» **Task description**: From the line containing "<h2>周辺<small>3件</small></h2>" to the last line of the records, reproduce every line exactly and print nothing else.

[Saved data entries]
▬▬▬
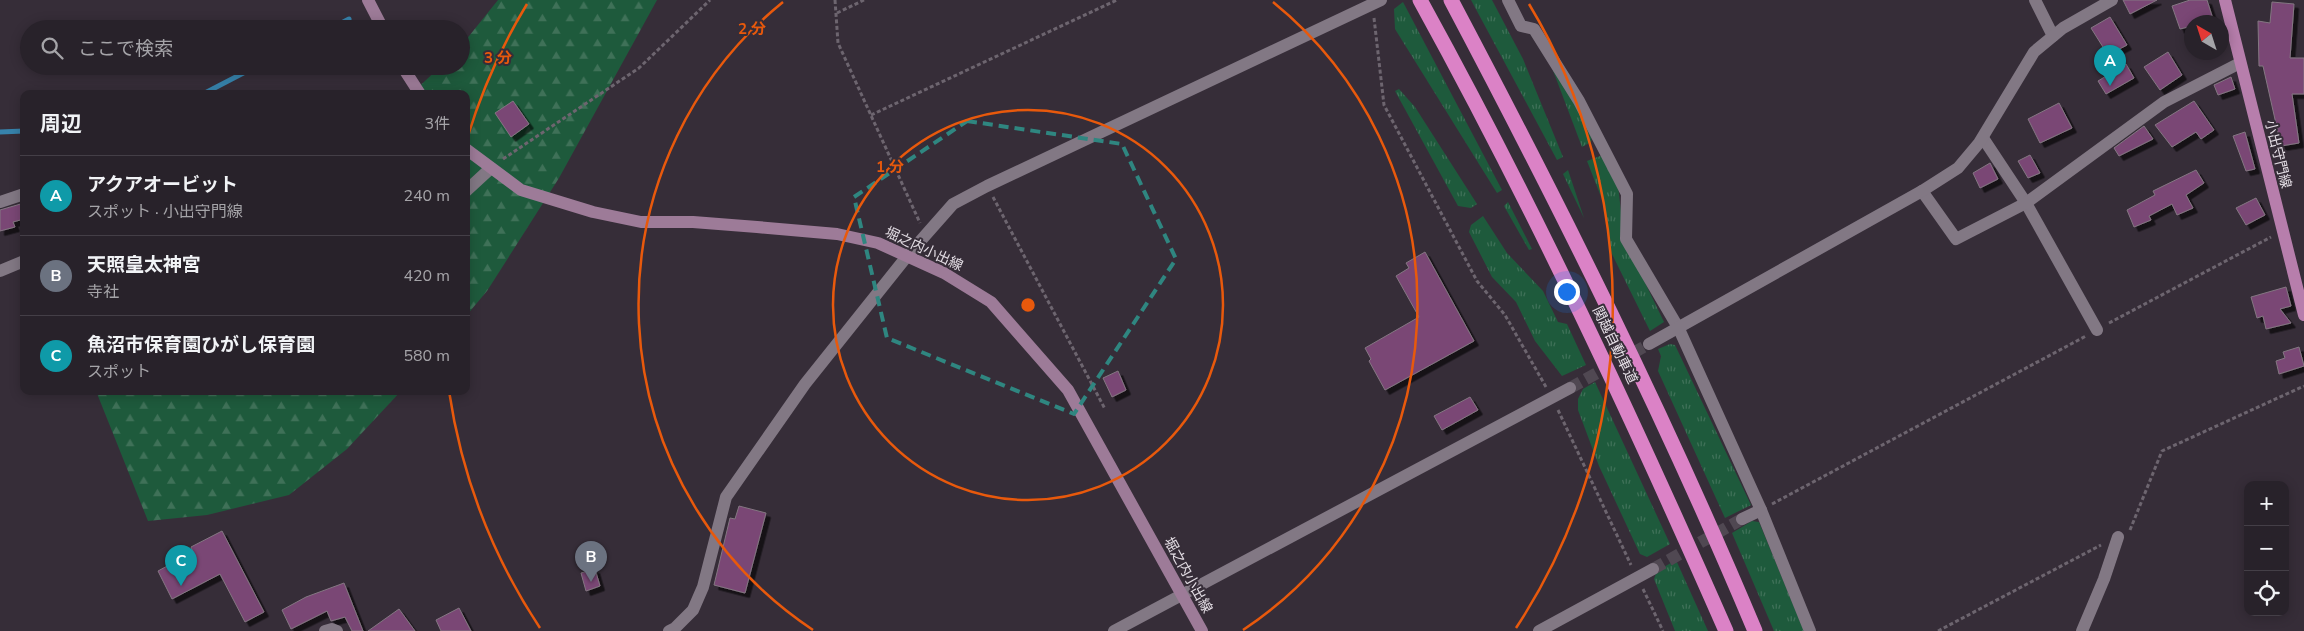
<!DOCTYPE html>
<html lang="ja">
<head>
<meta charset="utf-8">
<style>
  body { margin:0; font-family:"Nunito Sans","Noto Sans JP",sans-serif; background:#342f36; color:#f1f3f6 }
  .controls { position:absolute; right:15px; bottom:15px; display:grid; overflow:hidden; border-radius:10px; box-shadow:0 2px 12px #0003 }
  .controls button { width:45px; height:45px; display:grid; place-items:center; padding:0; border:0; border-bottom:1px solid #443f47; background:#28222a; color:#f1f3f6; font:25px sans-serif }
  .compass { position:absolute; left:2184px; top:15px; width:45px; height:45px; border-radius:50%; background:#28222a; box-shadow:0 2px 12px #0003; rotate:321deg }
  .you { position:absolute; left:1566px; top:291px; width:18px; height:18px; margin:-12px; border:4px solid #fff; border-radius:50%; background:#1a73e8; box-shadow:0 0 0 8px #1a73e833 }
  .badge { display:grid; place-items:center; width:32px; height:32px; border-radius:50%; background:#1a73e8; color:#fff; font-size:16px; font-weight:700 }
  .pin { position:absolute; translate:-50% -41px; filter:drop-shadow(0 1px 2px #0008) }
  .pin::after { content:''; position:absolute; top:26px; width:18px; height:15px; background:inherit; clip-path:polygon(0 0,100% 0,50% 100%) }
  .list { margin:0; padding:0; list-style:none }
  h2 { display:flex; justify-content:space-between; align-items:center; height:65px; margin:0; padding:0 20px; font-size:21px }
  h2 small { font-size:16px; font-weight:400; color:#a5a4a8 }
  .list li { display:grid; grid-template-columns:32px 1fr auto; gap:15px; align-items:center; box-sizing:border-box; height:80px; padding:0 20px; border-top:1px solid #443f47 }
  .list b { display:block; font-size:19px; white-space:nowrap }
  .list p { margin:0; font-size:16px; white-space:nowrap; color:#a5a4a8 }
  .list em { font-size:16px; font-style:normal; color:#a5a4a8 }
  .icon { flex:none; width:28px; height:28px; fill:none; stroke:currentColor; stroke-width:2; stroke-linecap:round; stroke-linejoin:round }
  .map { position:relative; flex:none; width:2304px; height:631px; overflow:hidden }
  .search { position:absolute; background:#28222a; box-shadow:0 2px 12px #0003; left:20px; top:20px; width:450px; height:55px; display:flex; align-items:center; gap:12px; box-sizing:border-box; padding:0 18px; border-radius:28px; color:#a5a4a8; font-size:19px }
  .panel { position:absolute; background:#28222a; box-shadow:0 2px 12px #0003; left:20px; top:90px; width:450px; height:305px; border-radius:10px }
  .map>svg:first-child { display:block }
  .grass { fill:url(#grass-tufts) }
  .forest { fill:url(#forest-firs) }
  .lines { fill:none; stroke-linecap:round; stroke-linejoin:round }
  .stream { stroke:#3783ac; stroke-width:5 }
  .building { fill:#7a4675; stroke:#847782; filter:url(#shadow) }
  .minor-tunnel { stroke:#504852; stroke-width:12; stroke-dasharray:12 6; stroke-linecap:butt }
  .path { stroke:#6d656f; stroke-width:3; stroke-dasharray:4 2.5; stroke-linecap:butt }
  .minor { stroke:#827884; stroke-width:12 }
  .secondary { stroke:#9d7b98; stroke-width:12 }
  .primary { stroke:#b77eac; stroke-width:12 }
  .motorway { stroke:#db82c6; stroke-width:15 }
  .marked { fill:none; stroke:#2f8680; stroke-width:4; stroke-dasharray:10 6; stroke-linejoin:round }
  .ring { fill:none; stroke:#e8590c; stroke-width:2.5 }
  .labels { text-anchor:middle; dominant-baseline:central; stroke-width:4; stroke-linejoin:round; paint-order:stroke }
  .street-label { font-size:14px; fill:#e4dee5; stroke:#362d38 }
  .centre { fill:#e8590c; stroke:#362d38; stroke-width:2.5 }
  .ring-label { font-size:15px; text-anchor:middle; font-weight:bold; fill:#e8590c; stroke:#362d38; stroke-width:4; stroke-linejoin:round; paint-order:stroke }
</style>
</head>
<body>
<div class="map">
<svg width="2304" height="631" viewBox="0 0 2304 631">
  <defs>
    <pattern id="grass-tufts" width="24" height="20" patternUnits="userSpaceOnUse" patternTransform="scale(1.25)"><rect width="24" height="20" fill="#1e5a3c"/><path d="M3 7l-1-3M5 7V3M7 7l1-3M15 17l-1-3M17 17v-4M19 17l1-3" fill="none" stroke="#3f7158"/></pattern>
    <pattern id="forest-firs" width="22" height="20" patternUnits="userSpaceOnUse" patternTransform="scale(1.25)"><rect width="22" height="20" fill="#1e5a3c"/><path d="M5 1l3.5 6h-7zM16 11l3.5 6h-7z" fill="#3f7158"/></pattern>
    <filter id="shadow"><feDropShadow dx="4.5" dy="4.5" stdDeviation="0" flood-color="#0009"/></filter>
  </defs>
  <rect width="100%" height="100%" fill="#362d38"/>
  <g class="grass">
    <polygon points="1471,0 1492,0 1523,59 1563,157 1557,160"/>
    <polygon points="1403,2 1502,190 1497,193 1395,29 1394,9"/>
    <polygon points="1546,52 1592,136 1591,142 1582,147"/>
    <polygon points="1399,89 1415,107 1477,204 1471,208 1458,206 1395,91"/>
    <polygon points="1600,156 1605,157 1618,185 1624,239 1664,322 1650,331 1610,250 1605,207 1587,161"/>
    <polygon points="1568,170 1584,218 1563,174"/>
    <polygon points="1508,202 1532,249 1529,250 1504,206"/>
    <polygon points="1483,216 1507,253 1543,291 1558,322 1567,324 1586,365 1562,376 1535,341 1516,302 1492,277 1469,232 1471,225"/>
    <polygon points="1670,344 1675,345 1751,505 1725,518 1658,371 1661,356 1658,349"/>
    <polygon points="1595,382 1670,544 1647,557 1640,554 1599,466 1578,410 1578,399 1583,389"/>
    <polygon points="1752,521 1759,522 1804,631 1774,631 1732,533"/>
    <polygon points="1676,560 1708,631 1675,631 1654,579 1657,571"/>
  </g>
  <g class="forest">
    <polygon points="498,0 657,0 559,178 487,291 466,316 466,94 411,94 441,66 461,66 461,46"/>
    <polygon points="96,391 401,391 347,449 289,495 207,515 148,521"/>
  </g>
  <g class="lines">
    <g class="stream">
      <polyline points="330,29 349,19"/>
      <polyline points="203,94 257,66"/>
      <polyline points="0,132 24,131"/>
    </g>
  </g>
  <g class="building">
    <polygon points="2123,0 2157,0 2130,14"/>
    <polygon points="2190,0 2207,0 2213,19 2201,22 2192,22 2192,26 2180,29 2172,6"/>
    <polygon points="2272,2 2294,4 2290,58 2304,58 2304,94 2292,94 2299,143 2281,146 2263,66 2259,66 2258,21 2270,23"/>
    <polygon points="2110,17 2127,45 2108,55 2091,28"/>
    <polygon points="2168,52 2182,75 2160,90 2144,67"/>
    <polygon points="2126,64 2134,78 2106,94 2098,81"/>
    <polygon points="2231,77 2235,89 2218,95 2214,85"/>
    <polygon points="513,101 529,124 511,137 495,113"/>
    <polygon points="2194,101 2214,130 2201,139 2196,132 2172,147 2155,125"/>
    <polygon points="2059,103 2072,128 2040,143 2028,119"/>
    <polygon points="2144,126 2153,139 2119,156 2114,148"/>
    <polygon points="2245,132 2255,169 2246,171 2233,136"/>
    <polygon points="2030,155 2040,173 2028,178 2018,161"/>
    <polygon points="1990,163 1998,179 1980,188 1973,173"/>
    <polygon points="2196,170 2204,183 2186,195 2193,208 2177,215 2172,204 2149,216 2151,220 2134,227 2127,210 2155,195 2153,191"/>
    <polygon points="2256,198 2265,215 2246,225 2236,208"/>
    <polygon points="24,203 24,219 13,222 15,227 0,231 0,210"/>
    <polygon points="1425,252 1474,341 1385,390 1369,361 1371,359 1365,348 1419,317 1396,276 1409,268 1406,263"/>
    <polygon points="2286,287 2291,306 2280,309 2291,323 2266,329 2263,316 2257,318 2251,297"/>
    <polygon points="2299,347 2304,366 2279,374 2276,361 2285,358 2283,352"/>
    <polygon points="1118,371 1126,390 1112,397 1103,378"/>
    <polygon points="1470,397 1478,410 1442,430 1434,416"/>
    <polygon points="739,506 766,513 745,593 714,585 730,518 735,519"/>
    <polygon points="222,531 264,612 245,622 220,574 172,599 158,571 193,552 191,547"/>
    <polygon points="595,569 600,586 586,591 581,573"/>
    <polygon points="344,583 363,631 352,631 345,617 331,621 327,611 291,629 282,610 306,597"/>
    <polygon points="459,608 471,631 441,631 436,620"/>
    <polygon points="399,609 415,631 368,631"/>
  </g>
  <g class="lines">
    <g class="minor-tunnel">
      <polyline points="1570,388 1649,344"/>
      <polyline points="1653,569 1742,519"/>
    </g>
    <g class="path">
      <polyline points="835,0 838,43 920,223"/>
      <polyline points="837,13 864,0"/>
      <polyline points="1374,18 1384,105 1477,281 1505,315 1546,387"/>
      <polyline points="871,115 1117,0"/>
      <polyline points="503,159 639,68 710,0"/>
      <polyline points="993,197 1105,409"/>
      <polyline points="2109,323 2271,237"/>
      <polyline points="1558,410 1631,565"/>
      <polyline points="1772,504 2086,336"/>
      <polyline points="2130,530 2162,451 2304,386"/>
      <polyline points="1643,589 1663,631"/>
      <polyline points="1938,631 2101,545"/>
    </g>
    <g class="minor">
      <polyline points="1508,0 1521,26 1534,29 1579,101 1627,194 1626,239 1679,329 1761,510 1810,631"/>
      <polyline points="2035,0 2053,36"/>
      <polyline points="1983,138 2026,203 2097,330"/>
      <polyline points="466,191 491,168"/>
      <polyline points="1922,191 1956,239 2026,203 2164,102 2240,63"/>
      <polyline points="0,202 24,194"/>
      <polyline points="0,271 24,261"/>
      <polyline points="1649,344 1922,191 1958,168 1979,143 2034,52 2063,28 2112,0"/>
      <polyline points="1742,519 1761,510"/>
      <polyline points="325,631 332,629 337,631"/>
      <polyline points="669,631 675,628 693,610 703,587 726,497 805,384 908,255 953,204 987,186 1381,0"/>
      <polyline points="1114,631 1570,388"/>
      <polyline points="1539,631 1653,569"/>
      <polyline points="2082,631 2104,579 2118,537"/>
    </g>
    <g class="secondary">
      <polyline points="368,0 383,29"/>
      <polyline points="402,66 420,94"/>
      <polyline points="466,149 521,190 593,212 641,222 693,222 757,227 837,234 878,243 944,273 991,302 1068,390 1202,631"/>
    </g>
    <polyline class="primary" points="2225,0 2304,315"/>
    <g class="motorway">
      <path d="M1420,0C1533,205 1632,417 1726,631"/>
      <path d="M1451,0C1560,206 1665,416 1755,631"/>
    </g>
  </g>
  <path class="marked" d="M967,121L1122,144L1176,259L1074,414L887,338L854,197Z"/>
  <g class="ring">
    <circle cx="1028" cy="305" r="195"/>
    <path d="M813 630A390 390 0 0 1 783 2M1273 2A390 390 0 0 1 1243 630"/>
    <path d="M540 628A585 585 0 0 1 449 391M467 139A585 585 0 0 1 527 4M1529 4A585 585 0 0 1 1516 628"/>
  </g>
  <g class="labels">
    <g class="street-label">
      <text transform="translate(2278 154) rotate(76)">小出守門線</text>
      <text transform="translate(924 249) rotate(25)">堀之内小出線</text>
      <text transform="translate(1615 345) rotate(64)">関越自動車道</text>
      <text transform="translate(1188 575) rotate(61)">堀之内小出線</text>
    </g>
  </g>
  <circle cx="1028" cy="305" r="8" class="centre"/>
  <g class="ring-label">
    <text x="752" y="34">2 分</text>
    <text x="498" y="63">3 分</text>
    <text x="890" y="172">1 分</text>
  </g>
</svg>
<div class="controls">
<button>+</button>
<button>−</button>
<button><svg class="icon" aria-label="locate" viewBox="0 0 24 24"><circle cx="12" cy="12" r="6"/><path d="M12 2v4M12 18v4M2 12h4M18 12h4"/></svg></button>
</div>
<svg class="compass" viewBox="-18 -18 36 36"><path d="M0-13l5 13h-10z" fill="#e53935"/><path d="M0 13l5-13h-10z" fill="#a5a4a8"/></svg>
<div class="you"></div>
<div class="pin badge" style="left:2110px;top:86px;background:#0f9aa8">A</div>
<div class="pin badge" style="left:591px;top:582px;background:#6b7280">B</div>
<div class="pin badge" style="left:181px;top:586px;background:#0f9aa8">C</div>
<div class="search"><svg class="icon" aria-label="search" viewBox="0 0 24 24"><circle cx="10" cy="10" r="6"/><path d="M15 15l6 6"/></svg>ここで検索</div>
<section class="panel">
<h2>周辺<small>3件</small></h2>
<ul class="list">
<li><span class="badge" style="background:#0f9aa8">A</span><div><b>アクアオービット</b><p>スポット · 小出守門線</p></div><em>240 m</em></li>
<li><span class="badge" style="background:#6b7280">B</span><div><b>天照皇太神宮</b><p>寺社</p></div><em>420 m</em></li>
<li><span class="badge" style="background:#0f9aa8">C</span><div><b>魚沼市保育園ひがし保育園</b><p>スポット</p></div><em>580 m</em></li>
</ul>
</section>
</div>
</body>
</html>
▬▬▬
» **Answer section**:
<h2>周辺<small>3件</small></h2>
<ul class="list">
<li><span class="badge" style="background:#0f9aa8">A</span><div><b>アクアオービット</b><p>スポット · 小出守門線</p></div><em>240 m</em></li>
<li><span class="badge" style="background:#6b7280">B</span><div><b>天照皇太神宮</b><p>寺社</p></div><em>420 m</em></li>
<li><span class="badge" style="background:#0f9aa8">C</span><div><b>魚沼市保育園ひがし保育園</b><p>スポット</p></div><em>580 m</em></li>
</ul>
</section>
</div>
</body>
</html>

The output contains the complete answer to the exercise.